The Logically team provides top cyber security stories every week to keep you up to date on the latest news headlines on cybersecurity, hacking, computer security, ransomware and other cybersecurity threats.

United States – Arthur J. Gallagher & Co. 

Exploit: Ransomware
Arthur J. Gallagher & Co.: Insurance Brokerage 

Risk to Small Business: Ransomware struck at insurance giant Arthur J. Gallagher last week, according to the company’s Untied States Securities and Exchange Commission filing. The report went on to note that a limited portion of its internal systems were impacted, and its operations were able to continue. Security researchers suspect that bad actors were able to exploit a known security flaw in the company’s servers to gain entry.
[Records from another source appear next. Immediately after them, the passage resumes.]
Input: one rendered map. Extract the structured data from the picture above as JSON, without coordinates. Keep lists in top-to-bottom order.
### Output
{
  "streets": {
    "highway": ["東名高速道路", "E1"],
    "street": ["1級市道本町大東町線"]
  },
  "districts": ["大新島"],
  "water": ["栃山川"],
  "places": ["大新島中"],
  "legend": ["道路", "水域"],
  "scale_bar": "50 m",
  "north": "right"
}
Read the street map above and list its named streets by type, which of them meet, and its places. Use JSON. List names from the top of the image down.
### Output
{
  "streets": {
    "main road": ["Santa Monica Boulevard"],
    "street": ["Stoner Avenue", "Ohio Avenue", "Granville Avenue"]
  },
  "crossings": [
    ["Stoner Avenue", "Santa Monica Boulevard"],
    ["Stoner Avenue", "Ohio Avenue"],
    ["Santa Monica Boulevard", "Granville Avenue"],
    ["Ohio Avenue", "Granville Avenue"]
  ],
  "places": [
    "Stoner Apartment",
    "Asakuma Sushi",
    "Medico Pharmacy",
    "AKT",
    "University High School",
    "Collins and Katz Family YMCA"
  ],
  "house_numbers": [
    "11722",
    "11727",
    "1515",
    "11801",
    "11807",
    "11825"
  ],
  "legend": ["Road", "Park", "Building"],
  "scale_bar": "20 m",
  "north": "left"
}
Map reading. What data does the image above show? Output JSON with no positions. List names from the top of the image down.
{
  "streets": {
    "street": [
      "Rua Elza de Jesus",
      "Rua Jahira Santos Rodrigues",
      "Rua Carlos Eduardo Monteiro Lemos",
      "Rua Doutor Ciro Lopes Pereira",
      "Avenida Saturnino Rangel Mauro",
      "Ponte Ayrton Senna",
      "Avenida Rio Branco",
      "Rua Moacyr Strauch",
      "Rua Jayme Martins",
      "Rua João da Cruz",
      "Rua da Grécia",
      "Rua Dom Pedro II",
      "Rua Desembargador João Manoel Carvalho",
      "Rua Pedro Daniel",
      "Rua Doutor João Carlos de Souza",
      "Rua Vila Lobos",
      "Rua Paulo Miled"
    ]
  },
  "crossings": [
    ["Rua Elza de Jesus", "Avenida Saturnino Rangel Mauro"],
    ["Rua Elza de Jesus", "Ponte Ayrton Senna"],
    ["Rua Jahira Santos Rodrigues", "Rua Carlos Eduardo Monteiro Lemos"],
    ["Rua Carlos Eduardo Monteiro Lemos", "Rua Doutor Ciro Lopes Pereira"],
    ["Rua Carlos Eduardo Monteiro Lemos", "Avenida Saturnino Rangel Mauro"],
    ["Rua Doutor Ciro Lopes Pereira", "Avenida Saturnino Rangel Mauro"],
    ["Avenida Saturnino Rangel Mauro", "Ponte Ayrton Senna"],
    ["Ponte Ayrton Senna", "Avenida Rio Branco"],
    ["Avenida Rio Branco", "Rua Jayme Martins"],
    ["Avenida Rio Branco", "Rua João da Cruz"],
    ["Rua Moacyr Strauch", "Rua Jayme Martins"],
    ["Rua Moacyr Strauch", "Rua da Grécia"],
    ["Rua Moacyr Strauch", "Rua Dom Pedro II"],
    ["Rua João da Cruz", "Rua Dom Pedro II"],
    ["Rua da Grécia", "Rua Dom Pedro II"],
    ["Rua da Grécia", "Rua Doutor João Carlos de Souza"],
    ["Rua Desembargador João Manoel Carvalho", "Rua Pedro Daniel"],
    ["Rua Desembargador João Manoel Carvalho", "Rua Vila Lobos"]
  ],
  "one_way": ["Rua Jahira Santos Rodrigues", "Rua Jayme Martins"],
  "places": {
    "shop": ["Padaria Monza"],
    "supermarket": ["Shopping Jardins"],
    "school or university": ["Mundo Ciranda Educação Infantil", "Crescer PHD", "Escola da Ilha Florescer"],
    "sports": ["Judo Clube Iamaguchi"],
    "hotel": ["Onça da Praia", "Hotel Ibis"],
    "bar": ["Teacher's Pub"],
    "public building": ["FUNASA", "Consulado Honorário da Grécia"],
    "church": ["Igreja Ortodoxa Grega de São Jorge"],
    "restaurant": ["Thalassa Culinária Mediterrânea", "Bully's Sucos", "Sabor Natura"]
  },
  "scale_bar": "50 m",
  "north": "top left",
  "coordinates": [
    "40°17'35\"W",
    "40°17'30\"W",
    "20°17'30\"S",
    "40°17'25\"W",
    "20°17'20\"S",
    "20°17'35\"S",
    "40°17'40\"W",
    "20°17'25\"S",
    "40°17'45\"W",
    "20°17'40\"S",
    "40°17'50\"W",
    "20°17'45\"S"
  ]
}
How it Could Affect Your Business: Nowadays, ransomware operators are not just seeking ways to steal data – they also want to disrupt operations to cause damage.

United States – Cache Creek Casino

Exploit: Ransomware
Cache Creek Casino: Resort

Risk to Small Business: Ransomware cleaned up at Cache Creek Casino in California, shutting down operations at the popular gambling destination just as it began recovering from a COVID-19 closure earlier this year. No reopening date has been set as the investigation and recovery continues. Other businesses including a golf club and shopping at the complex remain open. Cache Creek Casino is part of Cache Creek Casino Resort, one of Northern California’s largest casino-resort destinations, is owned and operated by the Yocha Dehe Wintun Nation.

How it Could Affect Your Business: More than 60% of businesses that experience a damaging cyberattack close – and it is even more dangerous now as businesses try to recover from COVID-19 closures.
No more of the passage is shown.